Enrichissement des lipoprotéines bactériennes et préparation des Lipopeptides N-terminal pour la détermination de structure par spectrométrie de masse

L’enrichissement des lipoprotéines bactériennes à l’aide d’une phase de surfactant non ionique, méthode de partitionnement est décrite pour une utilisation directe dans des essais de TLR ou d’autres applications. D’autres mesures sont détaillées pour préparer des N-terminal lipopeptides tryptique pour la caractérisation structurale par spectrométrie de masse.

L’objectif global de cette procédure est d’extraire des lipoprotéines de cellules bactériennes pour des applications directes et de préparer davantage les lipopeptides N-terminaux pour l’analyse structurale par spectrométrie de masse MALDI-TOF. Cette méthode peut aider à répondre à des questions clés dans le domaine de l’immunologie, car la structure N-terminale des lipoprotéines influence la reconnaissance et la signalisation des récepteurs de type Toll, ce qui a un impact sur la réponse immunitaire de l’hôte. L’avantage unique de cette technique est la formation facultative mais intentionnelle d’adduits sodiques, ce qui favorise la fragmentation vers l’ion déhydroalanyl diagnostique, aidant à l’attribution structurelle de l’état d’acylation de la lipoprotéine.

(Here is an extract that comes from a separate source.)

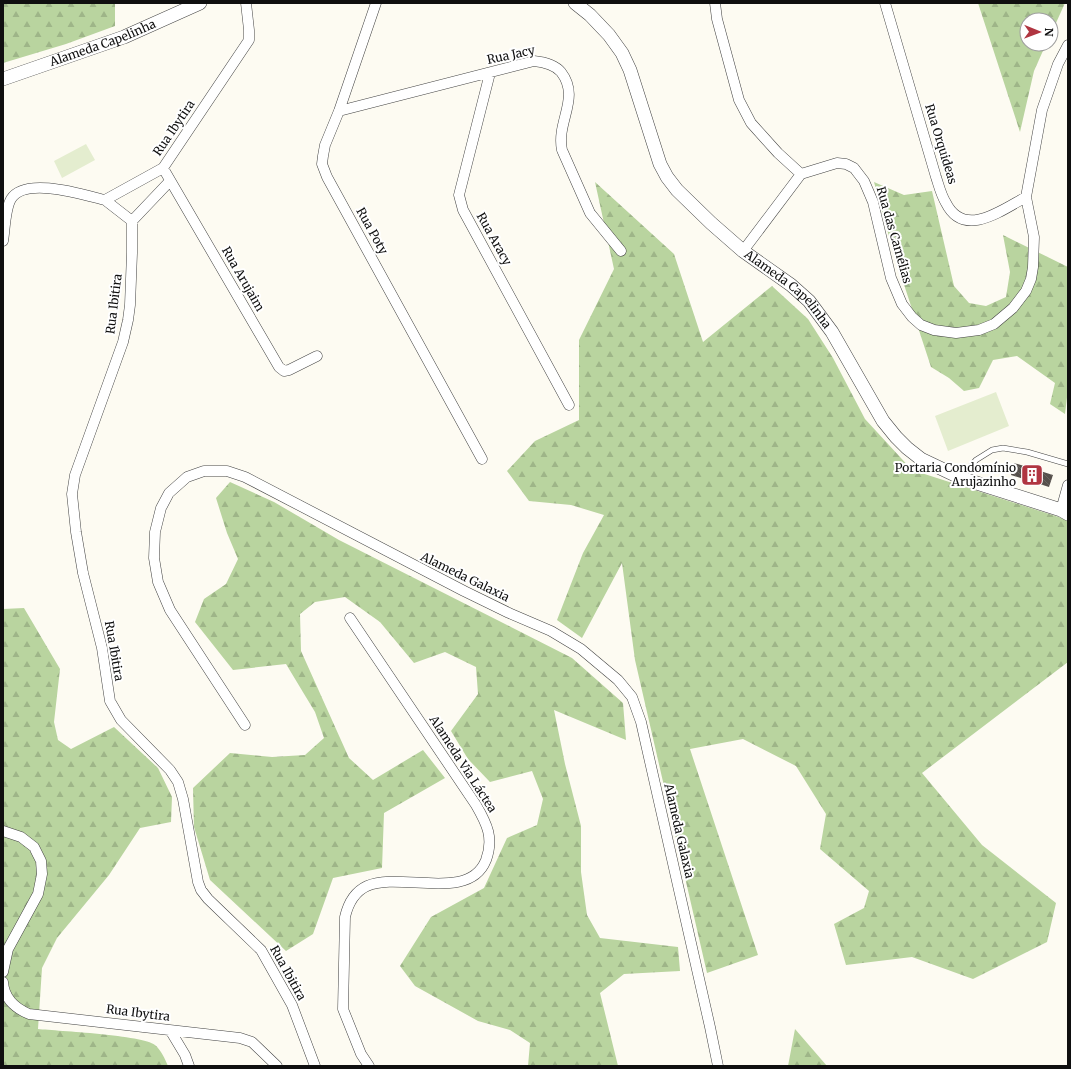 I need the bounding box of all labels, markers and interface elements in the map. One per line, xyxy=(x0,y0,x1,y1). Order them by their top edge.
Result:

Cultivez des bactéries dans 15 millilitres de bouillon de soja tryptique ou un milieu riche similaire jusqu’à la fin de la phase exponentielle. Récoltez les cellules par centrifugation avant de les laver une fois avec de l’EDTA ou du TBSE salin tamponné au Tris. remettre en suspension les cellules dans 800 microlitres de TBSE avec un PMSF millimolaire et 0,5 milligramme par millilitre de lysozyme.

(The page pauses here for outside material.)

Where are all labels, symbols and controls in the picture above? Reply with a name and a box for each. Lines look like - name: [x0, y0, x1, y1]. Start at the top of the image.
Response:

Transférez la solution dans un tube de microcentrifugation fileté de 2,0 millilitres avec bouchon à vis et joint torique avant d’incuber pendant 20 minutes à 37 degrés Celsius. Ajoutez environ 800 microlitres de billes de silice de zircone de 0,1 millimètre dans le tube, puis perturbez les cellules en les secouant à vitesse maximale sur un homogénéisateur pendant cinq cycles de 30 secondes chacun avec un repos de deux minutes sur de la glace entre chaque cycle. Centrifugez l’échantillon à 3 000 fois g pendant cinq minutes à quatre degrés Celsius pour obtenir des billes de pastilles et des cellules intactes.

Transférez le surnageant dans un nouveau tube de microcentrifugation de 2,0 millilitres, puis conservez-le sur de la glace. Ajoutez 200 microlitres de TBSE au granulé restant et retournez-le à l’homogénéisateur pour un cycle supplémentaire. Centrifugez comme précédemment et combinez le surnageant avec le surnageant précédent.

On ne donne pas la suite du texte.